Aim of the exercise: Search the records for the word "place" and copy each line in which it appears.

##### Records to use #####

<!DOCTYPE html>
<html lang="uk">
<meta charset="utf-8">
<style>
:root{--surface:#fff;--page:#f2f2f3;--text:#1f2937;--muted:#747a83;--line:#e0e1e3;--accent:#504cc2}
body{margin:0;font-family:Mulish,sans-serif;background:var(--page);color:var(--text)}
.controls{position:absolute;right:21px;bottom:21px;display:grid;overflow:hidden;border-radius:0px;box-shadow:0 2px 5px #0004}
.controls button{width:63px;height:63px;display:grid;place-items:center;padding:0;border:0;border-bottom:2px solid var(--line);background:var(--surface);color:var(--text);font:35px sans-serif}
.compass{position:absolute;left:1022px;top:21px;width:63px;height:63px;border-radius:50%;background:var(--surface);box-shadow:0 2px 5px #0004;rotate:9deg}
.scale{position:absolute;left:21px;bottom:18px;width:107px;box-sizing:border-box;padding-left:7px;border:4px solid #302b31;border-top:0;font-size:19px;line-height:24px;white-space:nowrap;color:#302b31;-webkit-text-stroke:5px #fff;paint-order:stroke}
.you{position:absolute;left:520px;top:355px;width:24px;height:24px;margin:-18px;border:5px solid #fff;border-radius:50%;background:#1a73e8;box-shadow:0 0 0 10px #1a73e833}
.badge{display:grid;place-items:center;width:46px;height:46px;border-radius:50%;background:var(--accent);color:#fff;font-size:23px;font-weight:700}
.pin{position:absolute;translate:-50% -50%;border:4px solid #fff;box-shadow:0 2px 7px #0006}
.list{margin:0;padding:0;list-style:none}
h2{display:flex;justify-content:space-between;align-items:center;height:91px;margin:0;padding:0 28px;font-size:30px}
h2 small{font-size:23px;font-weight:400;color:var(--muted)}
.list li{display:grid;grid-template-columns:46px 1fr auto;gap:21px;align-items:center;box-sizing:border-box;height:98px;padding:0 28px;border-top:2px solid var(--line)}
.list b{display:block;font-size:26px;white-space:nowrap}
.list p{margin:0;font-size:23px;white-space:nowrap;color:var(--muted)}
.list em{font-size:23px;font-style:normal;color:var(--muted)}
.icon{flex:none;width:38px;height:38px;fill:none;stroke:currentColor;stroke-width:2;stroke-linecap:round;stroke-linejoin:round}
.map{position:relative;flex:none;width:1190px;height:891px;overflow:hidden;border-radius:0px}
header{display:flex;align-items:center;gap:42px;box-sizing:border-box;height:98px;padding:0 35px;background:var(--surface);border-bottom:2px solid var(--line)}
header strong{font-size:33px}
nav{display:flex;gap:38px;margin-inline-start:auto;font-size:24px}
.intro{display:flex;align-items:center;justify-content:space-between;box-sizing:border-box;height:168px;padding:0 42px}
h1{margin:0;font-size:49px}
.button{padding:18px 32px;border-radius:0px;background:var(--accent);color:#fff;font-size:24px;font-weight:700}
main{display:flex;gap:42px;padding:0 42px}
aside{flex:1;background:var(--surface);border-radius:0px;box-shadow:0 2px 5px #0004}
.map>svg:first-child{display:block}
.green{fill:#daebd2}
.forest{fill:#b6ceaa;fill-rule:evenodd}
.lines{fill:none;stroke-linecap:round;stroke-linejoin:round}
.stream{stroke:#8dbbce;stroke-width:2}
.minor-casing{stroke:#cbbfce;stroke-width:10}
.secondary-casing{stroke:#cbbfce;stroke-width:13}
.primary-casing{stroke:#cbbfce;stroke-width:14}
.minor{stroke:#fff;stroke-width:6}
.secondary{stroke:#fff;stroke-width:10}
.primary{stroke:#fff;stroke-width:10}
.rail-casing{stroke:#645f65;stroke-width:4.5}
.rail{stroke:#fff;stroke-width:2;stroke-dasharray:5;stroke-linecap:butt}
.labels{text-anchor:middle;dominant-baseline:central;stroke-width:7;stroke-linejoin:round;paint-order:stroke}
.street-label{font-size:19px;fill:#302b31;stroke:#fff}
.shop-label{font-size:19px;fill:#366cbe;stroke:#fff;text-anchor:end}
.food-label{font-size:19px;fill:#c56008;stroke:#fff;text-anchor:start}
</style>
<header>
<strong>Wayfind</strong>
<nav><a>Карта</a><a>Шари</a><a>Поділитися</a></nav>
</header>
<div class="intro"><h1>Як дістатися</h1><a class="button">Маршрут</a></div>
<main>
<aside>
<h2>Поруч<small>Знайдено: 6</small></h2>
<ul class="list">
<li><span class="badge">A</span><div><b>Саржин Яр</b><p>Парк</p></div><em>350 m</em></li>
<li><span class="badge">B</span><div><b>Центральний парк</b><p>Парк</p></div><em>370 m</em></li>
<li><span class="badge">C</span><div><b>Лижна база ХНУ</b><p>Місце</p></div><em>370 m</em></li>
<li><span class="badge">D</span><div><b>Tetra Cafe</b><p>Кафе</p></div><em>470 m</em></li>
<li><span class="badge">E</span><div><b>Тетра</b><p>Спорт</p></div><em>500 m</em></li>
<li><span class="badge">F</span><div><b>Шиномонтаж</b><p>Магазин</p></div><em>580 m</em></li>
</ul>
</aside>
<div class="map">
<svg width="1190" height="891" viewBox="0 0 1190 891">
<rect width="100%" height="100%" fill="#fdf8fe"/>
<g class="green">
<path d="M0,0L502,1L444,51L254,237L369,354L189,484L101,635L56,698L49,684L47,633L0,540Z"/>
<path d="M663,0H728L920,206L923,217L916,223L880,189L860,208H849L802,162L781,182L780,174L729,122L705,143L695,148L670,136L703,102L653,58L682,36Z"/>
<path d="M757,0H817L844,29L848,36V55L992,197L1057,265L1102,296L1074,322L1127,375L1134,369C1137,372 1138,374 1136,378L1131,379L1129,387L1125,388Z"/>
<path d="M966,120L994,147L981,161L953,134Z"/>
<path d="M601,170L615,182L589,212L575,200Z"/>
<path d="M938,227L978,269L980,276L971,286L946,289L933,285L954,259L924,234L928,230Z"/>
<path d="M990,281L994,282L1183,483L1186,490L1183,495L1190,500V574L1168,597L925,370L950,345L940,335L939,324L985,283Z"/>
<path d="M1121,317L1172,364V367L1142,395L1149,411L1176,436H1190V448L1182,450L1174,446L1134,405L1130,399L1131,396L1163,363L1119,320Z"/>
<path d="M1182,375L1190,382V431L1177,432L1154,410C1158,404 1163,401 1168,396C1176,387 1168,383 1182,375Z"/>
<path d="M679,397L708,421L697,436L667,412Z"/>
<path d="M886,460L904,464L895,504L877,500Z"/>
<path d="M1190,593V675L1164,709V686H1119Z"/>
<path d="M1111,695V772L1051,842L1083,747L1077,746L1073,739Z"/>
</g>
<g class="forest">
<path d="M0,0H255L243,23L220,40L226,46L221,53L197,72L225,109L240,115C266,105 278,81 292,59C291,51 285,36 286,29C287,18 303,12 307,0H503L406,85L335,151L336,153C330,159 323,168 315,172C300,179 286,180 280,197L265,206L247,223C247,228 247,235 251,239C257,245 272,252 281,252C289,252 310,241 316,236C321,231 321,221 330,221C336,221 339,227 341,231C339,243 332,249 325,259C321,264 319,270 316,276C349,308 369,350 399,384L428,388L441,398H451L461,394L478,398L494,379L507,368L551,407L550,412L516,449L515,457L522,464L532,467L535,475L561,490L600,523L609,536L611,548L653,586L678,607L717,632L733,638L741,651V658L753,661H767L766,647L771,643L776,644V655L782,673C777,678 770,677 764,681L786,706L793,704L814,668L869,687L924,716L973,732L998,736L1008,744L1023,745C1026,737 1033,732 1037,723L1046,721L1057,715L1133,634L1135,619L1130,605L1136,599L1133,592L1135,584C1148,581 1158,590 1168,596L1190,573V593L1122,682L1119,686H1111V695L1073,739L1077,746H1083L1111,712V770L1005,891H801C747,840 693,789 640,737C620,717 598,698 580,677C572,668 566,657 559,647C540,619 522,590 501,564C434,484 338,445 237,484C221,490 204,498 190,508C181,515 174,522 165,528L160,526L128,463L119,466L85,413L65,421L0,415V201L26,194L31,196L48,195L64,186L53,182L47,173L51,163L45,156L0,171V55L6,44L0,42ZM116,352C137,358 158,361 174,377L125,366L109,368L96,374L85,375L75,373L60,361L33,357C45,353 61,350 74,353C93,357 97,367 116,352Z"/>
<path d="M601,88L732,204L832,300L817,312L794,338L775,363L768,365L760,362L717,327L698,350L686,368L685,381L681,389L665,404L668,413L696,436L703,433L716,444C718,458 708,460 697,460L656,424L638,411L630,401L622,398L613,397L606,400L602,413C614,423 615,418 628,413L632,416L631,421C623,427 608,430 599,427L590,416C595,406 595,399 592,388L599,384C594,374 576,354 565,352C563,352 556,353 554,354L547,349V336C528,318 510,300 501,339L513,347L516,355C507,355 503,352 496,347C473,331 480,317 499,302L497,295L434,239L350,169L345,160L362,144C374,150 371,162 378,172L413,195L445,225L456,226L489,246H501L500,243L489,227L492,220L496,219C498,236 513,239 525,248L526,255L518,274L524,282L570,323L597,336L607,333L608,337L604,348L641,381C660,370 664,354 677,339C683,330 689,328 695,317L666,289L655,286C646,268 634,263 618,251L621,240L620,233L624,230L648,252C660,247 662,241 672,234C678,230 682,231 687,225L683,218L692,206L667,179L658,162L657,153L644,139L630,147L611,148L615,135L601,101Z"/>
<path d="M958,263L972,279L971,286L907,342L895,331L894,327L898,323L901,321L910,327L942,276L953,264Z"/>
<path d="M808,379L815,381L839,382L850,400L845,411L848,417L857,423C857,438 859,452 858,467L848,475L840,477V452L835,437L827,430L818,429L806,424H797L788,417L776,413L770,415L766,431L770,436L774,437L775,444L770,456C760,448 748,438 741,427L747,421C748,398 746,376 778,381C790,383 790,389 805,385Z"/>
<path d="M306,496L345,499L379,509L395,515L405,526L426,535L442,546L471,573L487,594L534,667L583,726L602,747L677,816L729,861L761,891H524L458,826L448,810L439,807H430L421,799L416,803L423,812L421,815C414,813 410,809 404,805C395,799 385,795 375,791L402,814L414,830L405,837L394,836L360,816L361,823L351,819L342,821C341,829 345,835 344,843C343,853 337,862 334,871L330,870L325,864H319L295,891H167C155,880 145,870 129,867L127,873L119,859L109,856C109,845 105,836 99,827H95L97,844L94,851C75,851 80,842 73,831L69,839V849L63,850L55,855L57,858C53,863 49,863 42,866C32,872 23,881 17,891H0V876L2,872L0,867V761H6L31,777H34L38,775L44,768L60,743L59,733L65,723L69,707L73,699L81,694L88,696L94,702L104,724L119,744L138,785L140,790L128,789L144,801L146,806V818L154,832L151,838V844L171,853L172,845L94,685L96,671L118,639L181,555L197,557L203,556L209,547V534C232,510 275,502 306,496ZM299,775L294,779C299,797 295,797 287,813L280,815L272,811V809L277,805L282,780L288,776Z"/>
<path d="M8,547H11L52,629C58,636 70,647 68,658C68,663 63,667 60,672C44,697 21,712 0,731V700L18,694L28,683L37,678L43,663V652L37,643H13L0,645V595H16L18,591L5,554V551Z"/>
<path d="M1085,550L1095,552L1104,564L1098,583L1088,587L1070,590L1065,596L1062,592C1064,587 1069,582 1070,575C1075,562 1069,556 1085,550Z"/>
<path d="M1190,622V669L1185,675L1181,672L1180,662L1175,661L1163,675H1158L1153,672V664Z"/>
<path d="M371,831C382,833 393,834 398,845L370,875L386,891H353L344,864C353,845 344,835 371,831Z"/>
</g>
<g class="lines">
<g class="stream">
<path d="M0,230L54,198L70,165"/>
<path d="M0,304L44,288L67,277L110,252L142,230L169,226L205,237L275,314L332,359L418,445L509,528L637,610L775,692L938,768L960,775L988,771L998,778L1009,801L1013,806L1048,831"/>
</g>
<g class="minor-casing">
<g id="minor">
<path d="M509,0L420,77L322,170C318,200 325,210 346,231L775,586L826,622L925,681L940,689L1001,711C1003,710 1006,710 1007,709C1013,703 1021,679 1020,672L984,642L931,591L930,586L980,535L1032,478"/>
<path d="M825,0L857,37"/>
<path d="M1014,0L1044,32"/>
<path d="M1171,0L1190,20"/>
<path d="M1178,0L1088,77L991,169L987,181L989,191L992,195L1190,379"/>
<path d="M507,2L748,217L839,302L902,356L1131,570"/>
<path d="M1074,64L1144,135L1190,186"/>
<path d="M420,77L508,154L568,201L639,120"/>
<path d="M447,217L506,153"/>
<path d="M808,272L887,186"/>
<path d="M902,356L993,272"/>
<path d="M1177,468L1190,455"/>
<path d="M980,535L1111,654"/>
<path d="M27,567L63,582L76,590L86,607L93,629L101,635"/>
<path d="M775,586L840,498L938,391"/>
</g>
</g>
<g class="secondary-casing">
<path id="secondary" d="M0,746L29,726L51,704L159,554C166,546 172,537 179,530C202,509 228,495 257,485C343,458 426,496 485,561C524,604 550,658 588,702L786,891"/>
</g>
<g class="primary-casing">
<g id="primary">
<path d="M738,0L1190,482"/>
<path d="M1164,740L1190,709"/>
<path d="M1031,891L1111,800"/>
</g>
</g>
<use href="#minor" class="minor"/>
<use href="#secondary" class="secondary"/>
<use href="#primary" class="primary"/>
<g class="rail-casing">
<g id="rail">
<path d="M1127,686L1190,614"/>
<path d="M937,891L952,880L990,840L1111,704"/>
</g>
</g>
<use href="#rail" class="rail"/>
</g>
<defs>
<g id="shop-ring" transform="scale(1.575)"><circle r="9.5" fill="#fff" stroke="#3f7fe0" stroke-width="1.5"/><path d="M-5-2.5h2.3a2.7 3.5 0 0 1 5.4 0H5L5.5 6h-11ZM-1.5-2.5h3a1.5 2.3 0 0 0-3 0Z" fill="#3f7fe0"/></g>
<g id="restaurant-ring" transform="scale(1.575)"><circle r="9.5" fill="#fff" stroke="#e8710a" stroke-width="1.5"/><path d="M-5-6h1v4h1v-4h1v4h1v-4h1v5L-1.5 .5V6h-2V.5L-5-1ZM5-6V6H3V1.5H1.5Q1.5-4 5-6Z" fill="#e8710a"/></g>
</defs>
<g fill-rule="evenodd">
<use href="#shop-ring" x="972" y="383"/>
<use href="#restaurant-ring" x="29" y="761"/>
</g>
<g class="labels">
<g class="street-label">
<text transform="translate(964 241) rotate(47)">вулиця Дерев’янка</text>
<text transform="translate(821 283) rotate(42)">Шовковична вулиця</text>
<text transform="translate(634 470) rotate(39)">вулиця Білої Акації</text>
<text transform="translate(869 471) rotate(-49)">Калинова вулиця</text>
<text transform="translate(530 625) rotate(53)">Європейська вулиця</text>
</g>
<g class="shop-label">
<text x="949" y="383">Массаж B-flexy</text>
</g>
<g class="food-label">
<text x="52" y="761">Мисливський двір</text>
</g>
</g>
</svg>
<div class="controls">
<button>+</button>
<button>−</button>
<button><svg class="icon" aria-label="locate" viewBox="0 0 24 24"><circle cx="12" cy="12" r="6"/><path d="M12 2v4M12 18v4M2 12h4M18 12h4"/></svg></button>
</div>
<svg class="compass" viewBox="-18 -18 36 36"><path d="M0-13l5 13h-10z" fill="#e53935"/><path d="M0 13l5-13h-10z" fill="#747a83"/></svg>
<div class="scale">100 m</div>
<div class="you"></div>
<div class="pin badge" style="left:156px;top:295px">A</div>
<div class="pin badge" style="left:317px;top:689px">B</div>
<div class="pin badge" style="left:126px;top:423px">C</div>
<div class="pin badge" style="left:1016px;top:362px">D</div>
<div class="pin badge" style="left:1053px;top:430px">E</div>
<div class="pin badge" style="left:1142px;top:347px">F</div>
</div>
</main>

#####

Solution:
.controls button{width:63px;height:63px;display:grid;place-items:center;padding:0;border:0;border-bottom:2px solid var(--line);background:var(--surface);color:var(--text);font:35px sans-serif}
.badge{display:grid;place-items:center;width:46px;height:46px;border-radius:50%;background:var(--accent);color:#fff;font-size:23px;font-weight:700}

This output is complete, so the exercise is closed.